Among the records below, find the lines with the word "setLineDash" and copy them.

--- Task inputs Enclosed Below ---

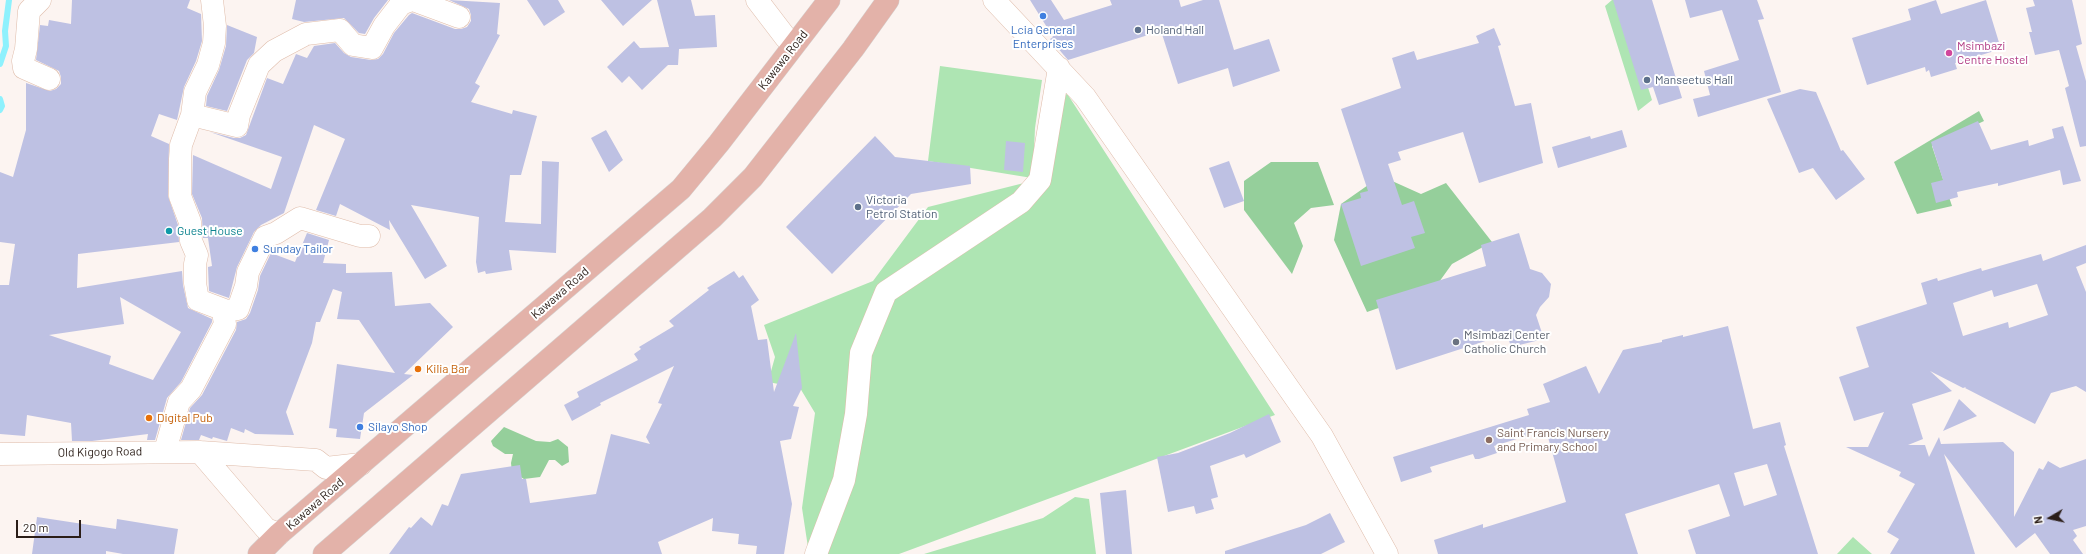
<!DOCTYPE html>
<style>
body{margin:0}
#map{position:relative;width:2086px;height:554px;overflow:hidden;background:#fcf4f1;font-family:Barlow,sans-serif}
canvas{display:block}
.north{position:absolute;left:2030px;top:498px;width:40px;height:40px;-webkit-text-stroke:3px #fff;paint-order:stroke;rotate:261deg;font-size:11px;font-weight:700;line-height:16px;text-align:center;color:#2b1e18}
.north::after{content:'';display:block;margin:auto;width:14px;height:18px;background:#2b1e18;clip-path:polygon(50% 0,100% 100%,50% 72%,0 100%)}
.scale{position:absolute;left:16px;top:520px;width:65px;height:18px;box-sizing:border-box;border:2px solid #2b1e18;border-top:0;padding-left:5px;font-size:12px;line-height:14px;white-space:nowrap;color:#2b1e18;-webkit-text-stroke:3px #fff;paint-order:stroke}
</style>
<div id="map">
<canvas width="2086" height="554"></canvas>
<div class="north">N</div>
<div class="scale">20 m</div>
</div>
<script>
const context = document.querySelector('canvas').getContext('2d');
context.lineJoin = 'round';
function paint(path, color) {
  context.fillStyle = color;
  context.fill(path, 'evenodd');
}
function toPath(rows) {
  const path = new Path2D();
  for (const r of rows) {
    path.moveTo(r[0], r[1]);
    for (let i = 2; i < r.length; i += 2) path.lineTo(r[i], r[i + 1]);
  }
  return path;
}
function strokePath(path, color, width, dash) {
  context.strokeStyle = color;
  context.lineWidth = width;
  context.lineCap = dash ? 'butt' : 'round';
  context.setLineDash(dash || []);
  context.stroke(path);
}
function label(font, color, halo, rows, align = 'center') {
  context.font = font + ' Barlow,sans-serif';
  context.lineWidth = 4;
  context.setLineDash([]);
  context.textBaseline = 'middle';
  context.strokeStyle = halo;
  context.fillStyle = color;
  for (const [text, x, y, turn = 0] of rows) {
    context.save();
    context.translate(x, y);
    context.rotate((+turn || 0) * Math.PI / 180);
    context.textAlign = isNaN(turn) ? turn : align;
    if (halo) context.strokeText(text, 0, 0);
    context.fillText(text, 0, 0);
    context.restore();
  }
}
const green = toPath([
 [1612,0,1620,0,1652,100,1638,111,1605,6],
 [940,66,1042,80,1035,128,1033,173,1048,85,1068,95,1275,415,899,554,809,554,802,508,815,413,800,388,768,382,775,357,764,325,873,281,928,207,1032,181,1032,178,928,161],
 [1075,497,1089,499,1096,554,924,554,1043,518],
 [1853,537,1872,554,1837,554]
]);
const forest = toPath([
 [1979,111,1984,121,1932,146,1952,206,1917,214,1894,162],
 [1271,162,1318,162,1334,205,1311,208,1294,223,1303,246,1292,274,1244,210,1244,181],
 [1381,176,1421,194,1446,183,1492,242,1452,264,1434,289,1367,312,1334,240,1341,204],
 [504,427,536,441,550,442,558,439,568,447,569,462,562,466,555,460,549,460,540,477,524,479,512,472,511,463,513,454,505,454,493,446,491,441]
]);
const stream = toPath([
 [0,64,6,46,5,31,9,0],
 [0,99,2,106,0,110]
]);
const building = toPath([
 [72,0,190,0,187,8,201,14,202,41,196,61,184,87,177,120,159,114,151,136,169,144,168,196,178,225,179,242,78,254,77,288,182,271,183,285,188,308,212,319,212,322,181,382,167,398,155,440,147,440,148,434,92,441,72,441,71,423,27,415,25,436,0,434,0,285,9,285,15,244,0,242,0,172,13,177,26,130,26,83,50,91,56,89,61,84,61,77,59,71,36,60,40,25,48,26,49,20,71,24],
 [120,297,181,332,153,380,109,364,111,356,49,335,124,324],
 [296,0,388,0,374,18,365,34,359,33,344,18,304,22,292,19],
 [449,0,500,3,497,34,500,35,475,83,480,86,471,102,512,114,513,110,537,116,521,175,510,175,505,222,541,224,542,161,559,162,556,253,509,250,512,270,486,274,485,271,478,273,476,262,479,217,411,205,447,266,425,279,389,220,390,230,340,204,336,216,316,210,345,139,314,125,284,213,261,225,254,232,237,267,229,298,209,291,208,267,212,266,208,238,203,238,202,218,192,194,193,155,271,189,282,157,210,132,234,138,240,138,246,135,267,78,283,84,296,54,307,58,314,46,335,43,344,53,351,57,371,60,378,59,383,54,394,33,409,15,412,13,455,29,461,29,467,27,471,21,471,15,469,9],
 [527,0,558,0,565,12,544,26],
 [601,0,652,0,623,26],
 [657,0,691,0,695,16,715,15,717,47,679,49,678,65,668,65,642,90,629,76,622,83,607,67,634,41,640,48,669,47],
 [1030,0,1051,0,1064,20,1112,5,1110,0,1179,0,1181,7,1203,0,1219,0,1234,50,1269,39,1280,71,1233,87,1228,68,1178,84,1161,31,1068,60,1050,39,1053,37],
 [1613,0,1652,0,1682,98,1659,105,1653,87,1641,90],
 [1685,0,1757,0,1764,19,1758,20,1781,92,1698,117,1693,99,1710,95,1704,71,1739,60,1722,10,1690,18],
 [1936,0,1941,14,1986,0,2001,49,1955,63,1957,69,1931,77,1929,70,1926,72,1925,67,1867,85,1852,38,1911,20,1908,9],
 [2033,0,2072,0,2082,44,2076,46,2086,81,2086,146,2080,147,2065,88,2069,86,2059,50,2035,55,2029,32,2032,32,2026,8,2035,6],
 [227,25,257,37,254,53,247,60,227,111,206,106,207,96,219,70,226,46],
 [1494,28,1501,45,1498,46,1515,106,1531,103,1543,163,1479,183,1463,132,1398,152,1401,160,1388,164,1402,205,1414,201,1425,233,1411,237,1415,248,1361,266,1341,204,1361,198,1360,193,1368,191,1341,109,1401,88,1392,58,1414,51,1417,60,1479,43,1476,36],
 [1800,89,1816,92,1841,151,1843,150,1865,179,1836,200,1813,168,1799,173,1767,99],
 [1978,121,1991,150,2028,140,2029,146,2054,138,2052,129,2063,126,2081,181,2063,185,2060,170,1998,186,1998,183,1957,192,1958,197,1936,203,1931,183,1943,180,1931,142],
 [606,130,623,160,609,172,591,138],
 [1622,130,1627,147,1558,168,1552,147,1590,136,1591,139],
 [875,136,895,157,970,166,971,184,911,194,832,274,786,227],
 [1006,141,1025,143,1023,172,1004,170],
 [1229,161,1244,201,1224,208,1209,168],
 [307,233,329,240,323,263,346,264,346,273,392,272,395,306,430,303,453,327,404,374,413,375,364,413,360,439,336,437,337,429,329,428,337,364,395,373,359,320,337,319,342,292,333,289,320,322,316,322,312,343,286,412,294,435,255,434,245,429,244,433,231,428,227,441,213,437,212,439,201,435,199,440,181,440,190,408,202,395,236,330,237,322,246,319,250,313,258,290,260,276,271,253,295,262],
 [1519,233,1530,269,1542,273,1551,284,1549,297,1540,307,1536,315,1544,339,1511,347,1507,334,1396,370,1376,300,1486,266,1481,245],
 [2086,245,2086,263,2076,267,2086,292,2086,392,2076,386,2051,393,2035,424,1965,388,1966,387,1963,388,1930,371,1952,391,1912,404,1923,439,1908,445,1925,445,1929,457,1939,437,1941,444,2003,442,2014,452,2014,517,2039,468,2043,470,2048,461,2060,468,2086,459,2086,526,2073,530,2077,536,2073,540,2083,554,2050,554,2035,533,2016,548,1944,454,1975,554,1890,554,1899,539,1887,532,1915,484,1899,476,1901,472,1846,447,1868,447,1884,412,1854,421,1839,377,1869,367,1856,327,1927,304,1921,283,1937,278,1938,281,1981,268,1982,271,2041,254,2043,261],
 [2037,284,2048,315,2009,328,2008,322,1963,336,1953,303,1992,290,1994,297],
 [734,271,739,278,743,275,759,300,751,306,758,340,767,339,774,392,796,333,802,388,793,406,799,407,791,439,780,441,792,504,784,554,756,554,757,546,738,544,739,534,712,531,713,518,658,542,662,554,389,554,409,527,411,528,421,517,432,526,442,504,448,506,461,474,520,465,522,479,526,479,530,503,596,494,611,434,650,444,646,437,662,404,658,403,674,366,600,403,601,405,572,421,564,405,579,397,577,392,638,360,634,354,641,349,639,347,674,326,669,321,709,290,707,288],
 [1728,326,1753,429,1780,422,1786,445,1784,446,1818,554,1696,554,1688,530,1730,516,1719,484,1625,514,1638,554,1438,554,1434,540,1483,524,1483,528,1566,502,1546,430,1494,446,1497,453,1479,459,1475,459,1473,454,1430,467,1432,472,1401,482,1393,457,1529,415,1527,409,1550,402,1543,384,1586,366,1599,394,1623,350,1662,342,1662,340,1683,335,1683,337],
 [1767,464,1777,495,1744,506,1734,473],
 [1959,399,1977,416,1943,431],
 [1269,414,1281,442,1246,458,1244,454,1210,466,1218,497,1211,499,1214,509,1196,514,1194,506,1168,512,1157,457,1178,453,1230,433],
 [1126,490,1132,554,1106,554,1100,493],
 [1330,513,1345,542,1321,554,1225,554,1225,551,1306,525],
 [37,517,116,529,117,519,178,529,174,554,123,554,106,551,106,554,32,554]
]);
const minor = toPath([
 [40,0,29,11,26,49,23,61,24,68,49,79],
 [212,0,215,26,214,43,208,65,195,92,192,115,181,145,180,159,180,196,190,222,191,241,197,255,195,264,195,283,198,300,227,311],
 [413,0,459,17],
 [757,0,786,38,797,41],
 [994,0,1085,97,1322,436,1387,554],
 [192,115,237,126,239,115,259,65,274,51,306,34,340,30,353,45,372,48,384,26,401,4,412,0],
 [165,451,179,402,191,389,225,324,224,318,227,311,238,309,246,286,248,272,265,237,276,233,300,218,360,236,369,236],
 [200,452,266,529,279,534],
 [0,454,200,452,316,460,326,468,361,464],
 [816,554,844,480,856,414,861,353,886,292,1021,202,1040,180,1059,68]
]);
const major = toPath([
 [259,554,279,534,681,189,719,143,829,0],
 [324,554,712,218,753,177,853,49,888,0]
]);
const markers = [
 [1043,16,4,"#3f7fe0"],
 [1138,30,4,"#5c6f8a"],
 [1949,53,4,"#d1479c"],
 [1647,80,4,"#5c6f8a"],
 [858,207,4,"#5c6f8a"],
 [169,231,4,"#0f9aa8"],
 [255,249,4,"#3f7fe0"],
 [1456,342,4,"#6b7280"],
 [418,369,4,"#e8710a"],
 [149,418,4,"#e8710a"],
 [360,427,4,"#3f7fe0"],
 [1489,440,4,"#8d6e63"]
];
const shopNames = [
 ["Lcia General",1043,30,"center"],
 ["Enterprises",1043,44,"center"],
 ["Sunday Tailor",263,249],
 ["Silayo Shop",368,427]
];
const serviceNames = [
 ["Holand Hall",1146,30],
 ["Manseetus Hall",1655,80],
 ["Victoria",866,200],
 ["Petrol Station",866,214]
];
const hotelNames = [
 ["Msimbazi",1957,46],
 ["Centre Hostel",1957,60]
];
const streetNames = [
 ["Kawawa Road",783,60,-52],
 ["Kawawa Road",560,293,-41],
 ["Old Kigogo Road",100,452,-1],
 ["Kawawa Road",315,504,-41]
];
const cultureNames = [
 ["Guest House",177,231]
];
const worshipNames = [
 ["Msimbazi Center",1464,335],
 ["Catholic Church",1464,349]
];
const foodNames = [
 ["Kilia Bar",426,369],
 ["Digital Pub",157,418]
];
const educationNames = [
 ["Saint Francis Nursery",1497,433],
 ["and Primary School",1497,447]
];
paint(green, '#aee5b3');
paint(forest, '#95cf9b');
strokePath(stream, '#8ef1fd', 6);
paint(building, '#bec1e3');
strokePath(minor, '#dfbcaa', 23);
strokePath(major, '#d5d2d1', 23);
strokePath(minor, '#fff', 22);
strokePath(major, '#e3b2a9', 22);
for (const [x, y, r, color] of markers) {
  const dot = new Path2D();
  dot.arc(x, y, r, 0, 2 * Math.PI);
  context.fillStyle = color;
  context.fill(dot);
  strokePath(dot, '#fff', 1.5);
}
label('12px', '#366cbe', '#fff', shopNames, 'left');
label('12px', '#4e5e75', '#fff', serviceNames, 'left');
label('12px', '#b23c85', '#fff', hotelNames, 'left');
label('12px', '#2b1e18', '#fff', streetNames);
label('12px', '#0d838f', '#fff', cultureNames, 'left');
label('12px', '#5b616d', '#fff', worshipNames, 'left');
label('12px', '#c56008', '#fff', foodNames, 'left');
label('12px', '#785e54', '#fff', educationNames, 'left');
</script>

--- End of Enclosed Task inputs ---

§ **Expected output**:
  context.setLineDash(dash || []);
  context.setLineDash([]);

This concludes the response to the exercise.